Jacques DESCHAMPS : La cigarette électronique n’est pas produit anodin et il est important que l’étiquetage par exemple du produit soit plus clair pour que les consommateurs sachent ce qu’il y a dedans. La production d’un produit ne peut être un minimum contrôlée. Pour aujourd’hui, on ne sait pas qui doit contrôler.

 

Pourquoi le gouvernement attend autant avant de légiférer ?

Jacques DESCHAMPS : Parce que le gouvernement a beaucoup d’intérêts dans le tabac contrairement à ce que l’on peut penser. Le gouvernement est sous influence d’experts qui ne sont pas neutres. Et puis le ministère des finances dit : « ça rapporte tant de milliards le tabac »

Charlotte KANSKI : Puis encore une fois, ça va très vite. Le ministère de la santé va vraiment lentement on le voit pour les recommandations du plan cancer. Se positionner sans connaître le danger, c’est difficile.

 

Peut-on envisager qu’elle serve à une nouvelle façon de fumer ?

Charlotte KANSKI : Déjà s’il passe à la cigarette électronique c’est mieux, pour la santé notamment car ce qui est dangereux c’est la fumée. Dans mon groupe, les personnes n’ont pas forcément envie de rester toujours dépendantes à la nicotine et à la cigarette électronique. Mais déjà des fumeurs qui passent à la cigarette électronique c’est positif, le risque de développer un cancer est beaucoup moins important.
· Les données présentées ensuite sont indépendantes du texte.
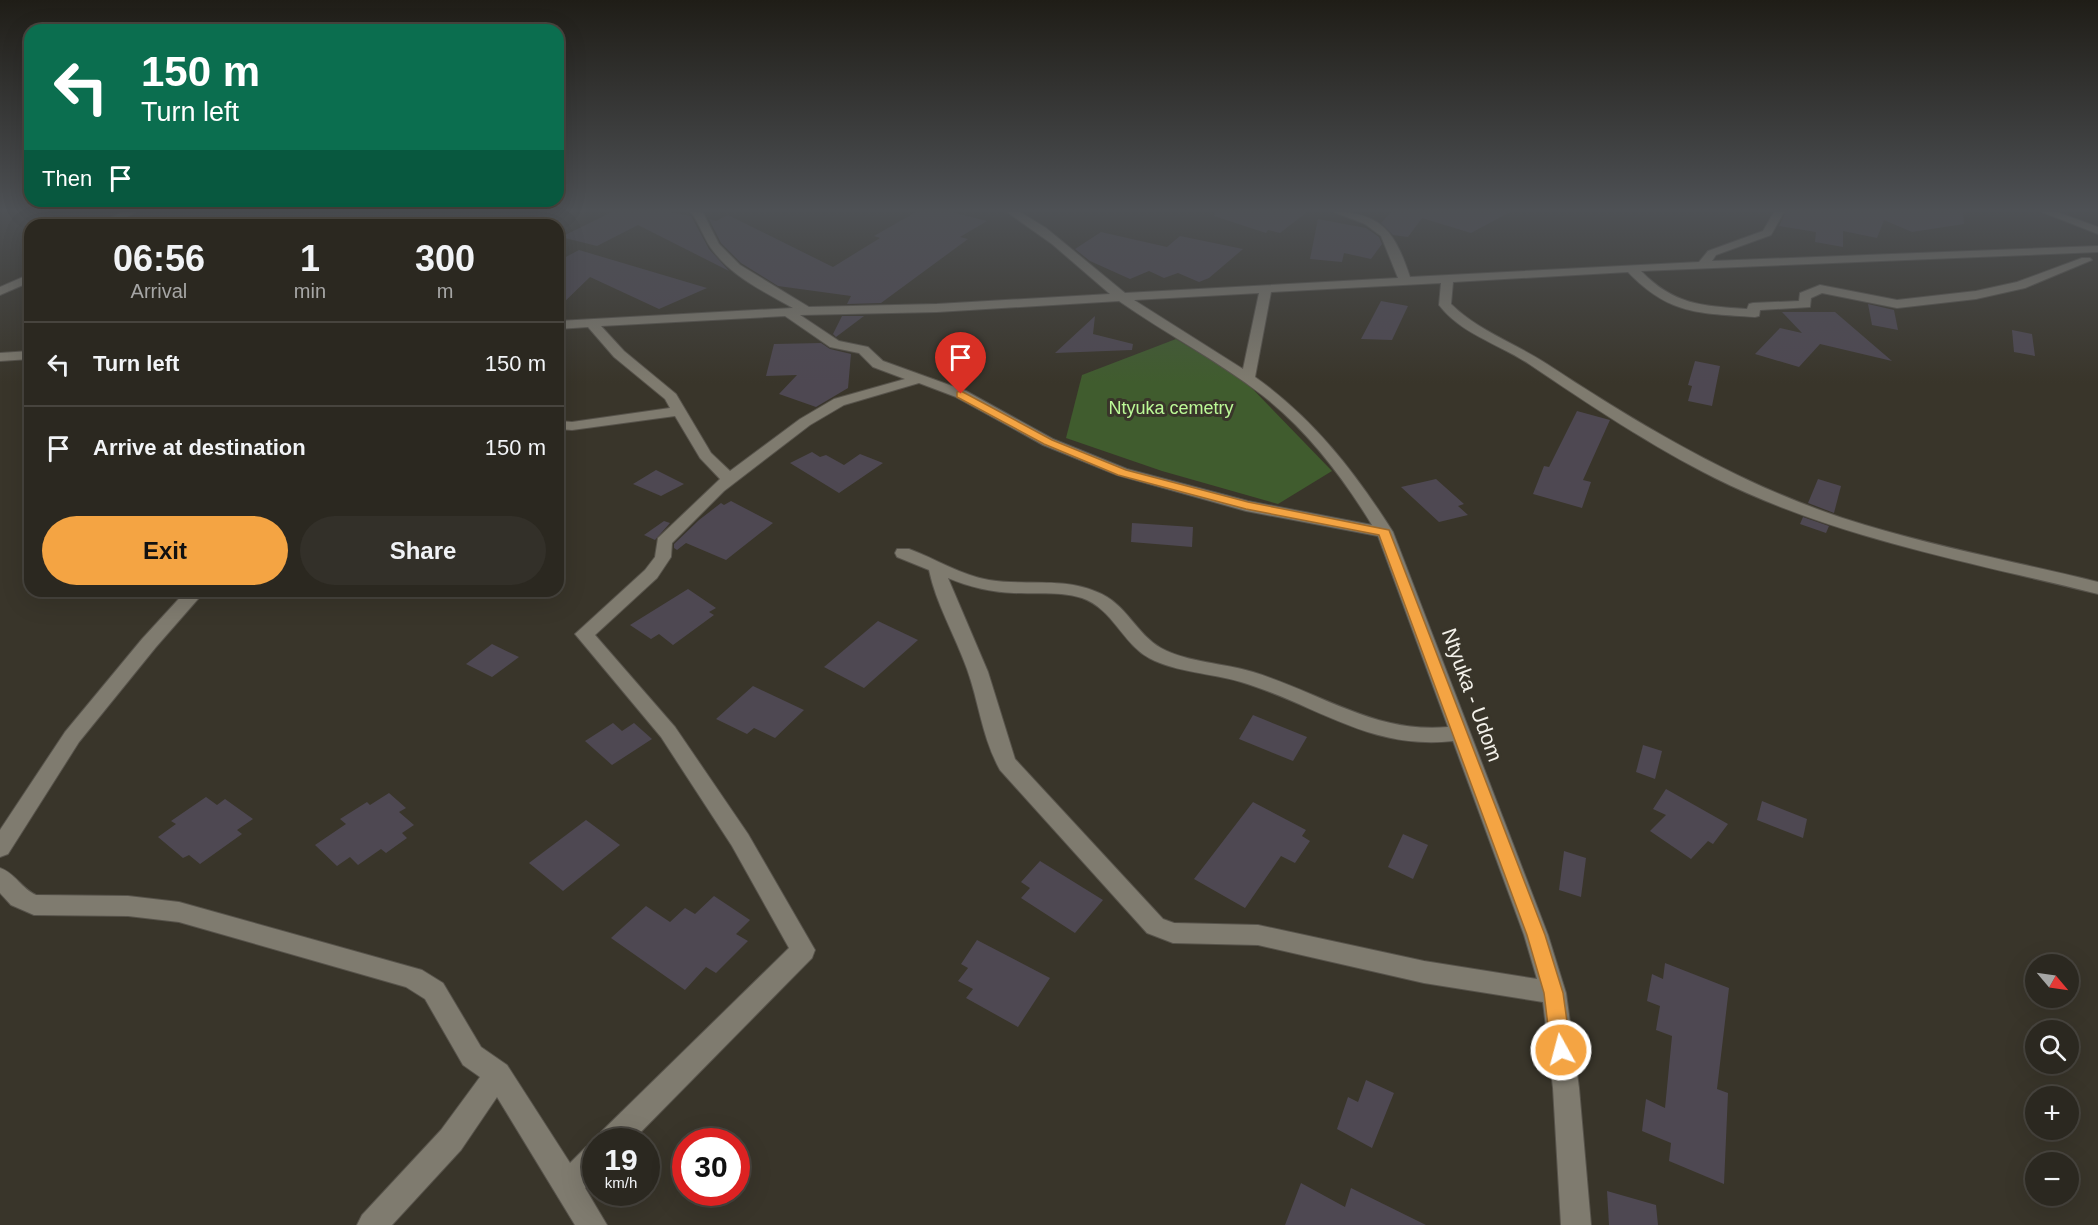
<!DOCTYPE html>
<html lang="en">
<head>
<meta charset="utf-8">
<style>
	:root { --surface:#2b2820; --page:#333029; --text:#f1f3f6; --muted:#a6a6a5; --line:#47443e; --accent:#f4a443 }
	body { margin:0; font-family:Arial,sans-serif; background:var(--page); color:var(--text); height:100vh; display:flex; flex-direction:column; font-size:22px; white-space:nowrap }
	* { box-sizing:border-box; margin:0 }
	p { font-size:20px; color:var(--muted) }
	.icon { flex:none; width:33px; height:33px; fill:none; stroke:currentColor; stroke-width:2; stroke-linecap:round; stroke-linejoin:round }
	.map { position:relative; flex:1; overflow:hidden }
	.details { position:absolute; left:24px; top:219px; width:540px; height:378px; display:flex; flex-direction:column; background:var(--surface); border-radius:18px; box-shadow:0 6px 24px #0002,0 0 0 2px var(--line) }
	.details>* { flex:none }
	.banner { position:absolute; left:24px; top:24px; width:540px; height:183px; border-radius:18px; box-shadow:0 6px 24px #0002,0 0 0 2px var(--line); background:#0b6e4f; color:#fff; overflow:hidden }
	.needle { width:39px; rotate:119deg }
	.tools { position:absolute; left:2025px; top:954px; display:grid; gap:12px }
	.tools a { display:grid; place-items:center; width:54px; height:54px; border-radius:50%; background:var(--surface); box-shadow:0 6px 24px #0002,0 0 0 2px var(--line); font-size:30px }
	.speed { position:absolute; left:582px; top:1128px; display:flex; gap:12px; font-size:30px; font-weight:700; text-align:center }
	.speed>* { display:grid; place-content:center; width:78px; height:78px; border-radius:50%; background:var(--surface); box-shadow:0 6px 24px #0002,0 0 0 2px var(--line); line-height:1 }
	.speed small { font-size:15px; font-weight:400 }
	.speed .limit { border:9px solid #d22; background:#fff; color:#111 }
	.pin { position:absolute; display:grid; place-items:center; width:51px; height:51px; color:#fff; margin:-62px -26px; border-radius:50% 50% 50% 0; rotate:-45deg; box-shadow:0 0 6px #0007 }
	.pin .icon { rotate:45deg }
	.me { position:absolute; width:66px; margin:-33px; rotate:353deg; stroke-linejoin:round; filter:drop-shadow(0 0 4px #0008) }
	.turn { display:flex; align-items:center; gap:21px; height:126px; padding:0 18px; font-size:27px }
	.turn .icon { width:78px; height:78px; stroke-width:2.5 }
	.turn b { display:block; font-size:42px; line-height:51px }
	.then { display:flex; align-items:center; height:57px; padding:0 18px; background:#0003; gap:12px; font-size:22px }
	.eta { display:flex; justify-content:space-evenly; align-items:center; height:102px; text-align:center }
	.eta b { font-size:36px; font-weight:700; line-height:42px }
	.cta { display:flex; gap:12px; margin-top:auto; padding:12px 18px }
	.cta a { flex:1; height:69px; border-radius:36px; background:var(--accent); color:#111; font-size:24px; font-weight:700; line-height:69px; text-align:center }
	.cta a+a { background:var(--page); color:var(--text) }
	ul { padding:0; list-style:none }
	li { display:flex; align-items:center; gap:18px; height:84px; padding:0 18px; border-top:2px solid var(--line) }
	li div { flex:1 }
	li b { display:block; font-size:22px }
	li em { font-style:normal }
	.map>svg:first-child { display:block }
</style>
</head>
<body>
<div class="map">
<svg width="2098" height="1225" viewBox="0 0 2098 1225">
	<rect width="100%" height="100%" fill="#39352a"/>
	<polygon fill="#405c2e" points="1176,339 1243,379 1332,471 1278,504 1162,471 1066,438 1082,375"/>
	<g fill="#4e4852">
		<polygon points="612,212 670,212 691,216 709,249 729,271 638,225 597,246 561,237"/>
		<polygon points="916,212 951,212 987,221 960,237 968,239 881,303 847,304 851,296 778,286 741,263 721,243 709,219 716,221 728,215 833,267 880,238 874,236"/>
		<polygon points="1215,212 1307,212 1280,233 1268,230 1266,233 1214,216"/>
		<polygon points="1391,212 1510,212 1471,233 1422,218 1408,237 1393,235 1381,223"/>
		<polygon points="1786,212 1963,212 1964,224 1912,232 1884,220 1877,238 1843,231 1843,247 1815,242 1816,232 1779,226"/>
		<polygon points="1318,219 1366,228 1379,237 1382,244 1371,259 1344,253 1342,262 1310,259"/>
		<polygon points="1101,232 1167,247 1180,236 1243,249 1209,278 1199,282 1178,273 1164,278 1149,271 1130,279 1090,261 1075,249"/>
		<polygon points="579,250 707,288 659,309 590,277 558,308 558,261"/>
		<polygon points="1381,301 1408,306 1392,340 1361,339"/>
		<polygon points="1868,304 1894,310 1898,330 1872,325"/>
		<polygon points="1782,312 1835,312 1892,361 1820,344 1799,367 1755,354 1780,328 1802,333"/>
		<polygon points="842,316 864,316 836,337 833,334"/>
		<polygon points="1095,316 1093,334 1133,344 1132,350 1055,353"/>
		<polygon points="2012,330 2032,334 2035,356 2014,352"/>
		<polygon points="821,343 830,349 851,354 848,388 816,407 779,394 797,375 766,376 774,344"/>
		<polygon points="1695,361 1720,366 1712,406 1688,401 1692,386 1688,385"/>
		<polygon points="1577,411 1610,420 1583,480 1591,482 1582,508 1533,494 1544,466 1549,467"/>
		<polygon points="812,452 820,457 826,455 844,465 860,454 883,463 839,493 790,463"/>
		<polygon points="656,470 684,484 661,496 633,484"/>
		<polygon points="1436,479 1464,504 1458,506 1468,515 1439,522 1401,487"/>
		<polygon points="1818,479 1841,486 1834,513 1808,503"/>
		<polygon points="731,501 773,523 726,560 686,543 677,550 674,548 674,544 699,520 721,503 724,505"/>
		<polygon points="1803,517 1829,526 1826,533 1800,524"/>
		<polygon points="664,521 670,523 655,540 644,535"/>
		<polygon points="1132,523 1193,527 1192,547 1131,542"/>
		<polygon points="688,589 716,608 709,612 714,615 673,645 659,634 651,639 630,625"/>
		<polygon points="878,621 918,640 864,688 824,667"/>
		<polygon points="492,644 519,657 492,677 466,664"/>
		<polygon points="753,686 804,710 775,738 754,728 747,734 716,719"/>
		<polygon points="1253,715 1307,737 1293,761 1239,739"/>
		<polygon points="613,723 622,731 634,723 652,739 612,765 585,741"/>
		<polygon points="1643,745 1662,751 1655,779 1636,772"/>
		<polygon points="1666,789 1728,824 1713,844 1708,841 1691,859 1650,831 1666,815 1653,809"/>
		<polygon points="389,793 406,808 399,812 414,825 402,833 407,838 386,853 381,849 358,865 350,857 337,866 315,845 346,824 340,819 367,802 370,805"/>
		<polygon points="206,797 217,805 225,799 253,819 237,830 242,834 200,864 189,855 183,858 158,837 176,824 171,821"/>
		<polygon points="1762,801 1807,819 1803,838 1757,820"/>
		<polygon points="1253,802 1306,830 1302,836 1310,841 1295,863 1281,856 1245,908 1194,879"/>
		<polygon points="586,820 620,845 563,891 529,863"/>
		<polygon points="1403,834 1428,845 1413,879 1388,867"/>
		<polygon points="1564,851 1586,858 1581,897 1559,890"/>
		<polygon points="1040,861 1103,900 1075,933 1021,898 1030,888 1021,882"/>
		<polygon points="714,896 750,920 736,934 748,941 716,973 706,967 685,990 611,938 646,906 670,922 685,908 695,914"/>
		<polygon points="977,940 1050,978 1018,1027 966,998 973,989 958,981 968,968 961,964"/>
		<polygon points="1665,963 1729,988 1717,1089 1728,1093 1724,1184 1669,1161 1671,1143 1642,1131 1646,1099 1665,1108 1672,1036 1656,1030 1660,1006 1647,1001 1652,974 1663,979"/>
		<polygon points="1366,1080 1394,1093 1372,1148 1337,1129 1348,1097 1358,1102"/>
		<polygon points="1301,1183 1345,1207 1351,1188 1426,1225 1285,1225"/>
		<polygon points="1607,1191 1656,1205 1658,1225 1609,1225"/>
	</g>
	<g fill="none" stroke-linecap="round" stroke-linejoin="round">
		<g stroke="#57534b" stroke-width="2">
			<g id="minor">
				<polygon points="122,212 136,212 112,225 98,225"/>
				<path d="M691,212L703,213L719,244L740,265L809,307L937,304L1110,294L1052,244L1007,212H1020L1046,228L1125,293L1398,278L1381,236L1365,224L1334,212C1383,212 1396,235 1410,277L1699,262L1708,251L1763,231L1774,212H1784L1771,235L1716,255L1712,261L2098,246V252L1641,271C1674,305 1702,306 1747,309L1749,304L1753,303L1799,301L1800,293L1820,285L1897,300L1976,291L2017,282L2082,258H2090L2092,260L2025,288L1976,299L1897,308L1822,293L1811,298L1810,307L1760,310L1759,316L1755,317C1699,313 1669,315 1628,272L1453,282L1451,304C1478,331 1515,343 1547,364C1646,429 1750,491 1865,525C1941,548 2021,563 2098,582V594C1970,562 1835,538 1715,478C1653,447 1588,404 1529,364C1499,344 1461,334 1439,305L1441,283L1271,292L1255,377C1313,418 1355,472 1393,532L1548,935L1566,993L1579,1088L1591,1225H1561L1553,1088L1543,1002L1424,983L1258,945L1173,943L1147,933L1000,770C982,738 979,702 967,669C955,635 936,604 929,570L897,557L895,553L897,549H909C936,559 961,575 989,580C1025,586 1062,577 1097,592C1126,603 1136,634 1161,648C1189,663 1224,663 1253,672C1319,692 1376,734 1448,727L1378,536L1246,511L1117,475L1043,445L956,397L919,383L844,405L810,425L724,491L672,543L671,557L657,578L595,635L675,727L748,834L815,950L812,958L631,1142H597L601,1132L789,948L732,846L661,737L575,634L645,570L655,557L658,538L720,479L700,458L675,416L572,430L558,429V421L572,422L670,408L665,399L614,357L588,327L558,329V321L793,308C765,292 734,278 714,252C704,240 700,224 691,212ZM1259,293L1243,369L1134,300ZM1119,301C1166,334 1217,360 1262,395C1307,430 1342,476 1372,525L1248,501L1127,469L1053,439L966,391L883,361L868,347L839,341L800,315L937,312ZM785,316L830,347L859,353L873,367L905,379L834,399L800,419L730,471L711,453L676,394L624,351L601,326ZM948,578C969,587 991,592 1014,593C1036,594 1061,591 1082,598C1113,609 1122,643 1149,658C1178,673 1211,673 1241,682C1318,705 1368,750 1453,741L1524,935L1537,979L1424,961L1258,925L1174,923L1163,919L1015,759L988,672Z"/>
				<polygon points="2042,212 2057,212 2098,227 2098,234"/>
				<polygon points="30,274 30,282 0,295 0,287"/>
				<polygon points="30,351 30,359 0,361 0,353"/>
				<polygon points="186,591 205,591 156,647 79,742 8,854 0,857 0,830 65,732 142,639"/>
				<path d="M0,868C15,873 22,889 36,895L128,896L179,902L422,970L443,983L481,1047L507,1065L570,1163L586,1147L596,1143V1177L585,1188L607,1225H575L497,1097L461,1150L392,1225H357L362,1215L441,1130L480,1077L463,1065L425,999L406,987L179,922L128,916L34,915L11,905L0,893Z"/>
			</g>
		</g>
		<use href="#minor" fill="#7f7b6f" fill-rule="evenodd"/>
	</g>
	<linearGradient id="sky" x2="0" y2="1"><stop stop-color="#1f1d17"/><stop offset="0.55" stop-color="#4e5155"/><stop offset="1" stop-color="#4e5155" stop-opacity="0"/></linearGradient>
	<rect width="2098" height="383" fill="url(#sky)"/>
	<polygon fill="#f4a443" stroke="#9f6b2c" stroke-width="1.5" points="961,391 1052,440 1126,470 1248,502 1389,530 1545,935 1563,993 1571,1050 1568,1057 1561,1059 1554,1057 1551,1050 1544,993 1527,935 1379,535 1246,509 1118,475 1044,444 957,397 957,392"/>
	<g text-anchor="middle" stroke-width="6" stroke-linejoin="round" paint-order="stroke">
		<g font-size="18" fill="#bcf997" stroke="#39352a">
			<text x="1171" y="414">Ntyuka cemetry</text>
		</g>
		<g font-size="21" fill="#f3f1ea" stroke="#39352a">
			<text transform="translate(1472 695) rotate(70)" y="7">Ntyuka - Udom</text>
		</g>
	</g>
</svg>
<div class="tools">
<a><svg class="needle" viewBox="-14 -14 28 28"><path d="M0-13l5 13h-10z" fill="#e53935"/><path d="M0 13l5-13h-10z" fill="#a6a6a5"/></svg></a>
<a><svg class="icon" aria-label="search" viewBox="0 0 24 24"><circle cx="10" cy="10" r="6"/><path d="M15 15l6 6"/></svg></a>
<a>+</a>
<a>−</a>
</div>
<div class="speed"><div>19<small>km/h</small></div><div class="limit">30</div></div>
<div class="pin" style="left:961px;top:394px;background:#d93025"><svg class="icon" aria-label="arrive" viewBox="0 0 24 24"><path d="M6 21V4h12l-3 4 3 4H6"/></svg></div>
<svg class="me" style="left:1561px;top:1050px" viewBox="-20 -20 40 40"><circle r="17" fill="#f4a443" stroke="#fff" stroke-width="3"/><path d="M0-11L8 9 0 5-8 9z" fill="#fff"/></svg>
<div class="banner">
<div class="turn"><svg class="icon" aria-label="left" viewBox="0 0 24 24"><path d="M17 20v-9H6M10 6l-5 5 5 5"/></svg><div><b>150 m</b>Turn left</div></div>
<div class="then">Then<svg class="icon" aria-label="arrive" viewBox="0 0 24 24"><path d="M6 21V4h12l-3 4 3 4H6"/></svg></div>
</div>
<section class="details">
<div class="eta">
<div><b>06:56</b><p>Arrival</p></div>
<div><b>1</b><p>min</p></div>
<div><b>300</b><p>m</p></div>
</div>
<ul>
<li><svg class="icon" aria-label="left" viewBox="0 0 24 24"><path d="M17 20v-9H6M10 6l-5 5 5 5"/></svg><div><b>Turn left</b></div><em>150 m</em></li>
<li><svg class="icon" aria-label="arrive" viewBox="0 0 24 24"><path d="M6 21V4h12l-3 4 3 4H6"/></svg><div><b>Arrive at destination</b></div><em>150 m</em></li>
</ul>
<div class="cta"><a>Exit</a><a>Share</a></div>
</section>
</div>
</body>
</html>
Jacques DESCHAMPS : Ça donne une nouvelle chance pour arrêter de fumer

Que pensez-vous des arômes ?

Charlotte KANSKI : C’est très marketing. Ils testent différents goûts. L’idée c’est que s’il fumait c’est qu’il avait un certain plaisir à fumer et c’est important que les gens adhèrent en trouvant une compensation. Ça ne me choque pas plus que ça. Mais c’est une façon d’attirer de nouveaux consommateurs avec des saveurs chocolat qui plaisent aux mineurs, là nous sommes contre. Mais maintenant, on transforme la cigarette électronique en un gadget avec différentes formes, différentes couleurs. C’est un gadget que l’on peut avoir envie d’exhiber. C’est une façon de faire partie d’un groupe.

 

Faut-il différencier les deux produits ?

Charlotte KANSKI : Ce qui nous a choqué c’est de voir dans les boutiques notre affiche de prévention autopsie d’un meurtrier. Alors qu’on ne leur pas donné le droit de l’utiliser. Et effectivement, les vendeurs différencient les deux produits et banalisent l’acte de fumer et sur cela il faut réglementer. Ça leur permet de d’éviter la réglementation du tabac. Et s’il n’y a plus de lien, la cigarette électronique pourrait passer pour un bonbon et être banalisé.

 

Que pensez-vous de l’interdiction de vapoter dans les lieux publics ?

Charlotte KANSKI : Nous, ça nous paraitrait souhaitable. Mais encore une fois, l’interdiction de fumer dans les lieux publics n’est pas arrivée toute seule, ce qui a justifié c’est qu’il y avait un tabagisme passif. En France, on est très sur la liberté individuelle donc comme là on dit qu’il n’y a pas de risques, ça va être difficile de mettre en place cette réglementation.

 

Pourquoi la Ligue attend ?

Charlotte KANSKI : Il n’y a pas vraiment de recul sur la cigarette électronique. Tant qu’aucune décision n’a été prise par une commission, par un comité d’experts, la ligue n’intervient pas.